§ Problem description
A verbatim printing of the entries that follow is needed; pictures must not appear in it.
*** Records for this exercise ***
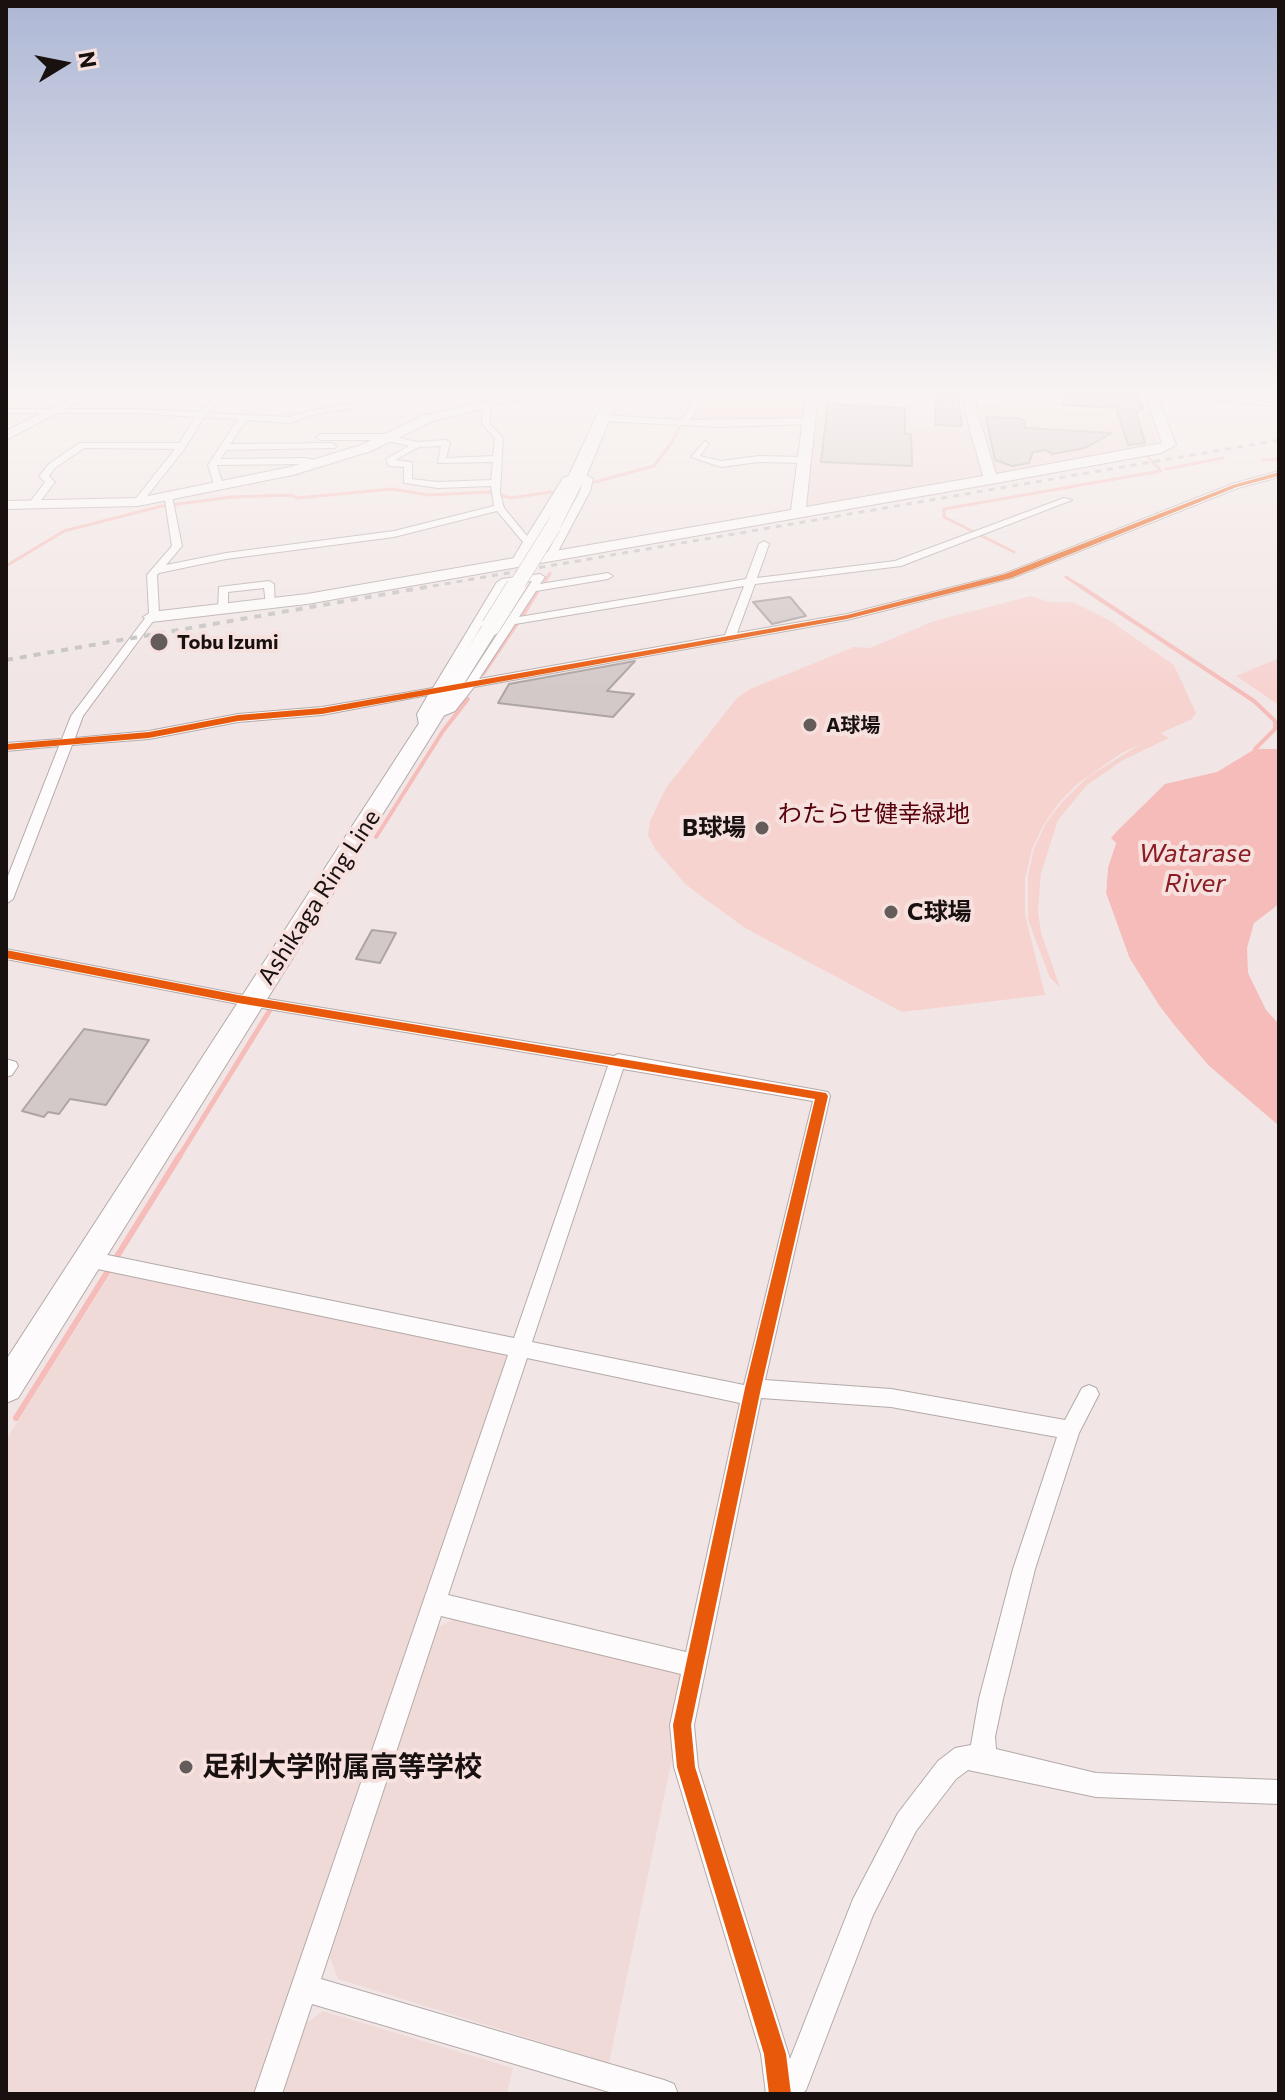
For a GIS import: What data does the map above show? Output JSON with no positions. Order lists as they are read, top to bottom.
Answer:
{
  "streets": {
    "main road": ["Ashikaga Ring Line"]
  },
  "water": ["Watarase River"],
  "parks": ["わたらせ健幸緑地"],
  "places": [
    "Tobu Izumi",
    "A球場",
    "B球場",
    "C球場",
    "足利大学附属高等学校"
  ],
  "north": "right"
}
*** End of Records for this exercise ***
§ Exercise solution
For a GIS import: What data does the map above show? Output JSON with no positions. Order lists as they are read, top to bottom.
Answer:
{
  "streets": {
    "main road": ["Ashikaga Ring Line"]
  },
  "water": ["Watarase River"],
  "parks": ["わたらせ健幸緑地"],
  "places": [
    "Tobu Izumi",
    "A球場",
    "B球場",
    "C球場",
    "足利大学附属高等学校"
  ],
  "north": "right"
}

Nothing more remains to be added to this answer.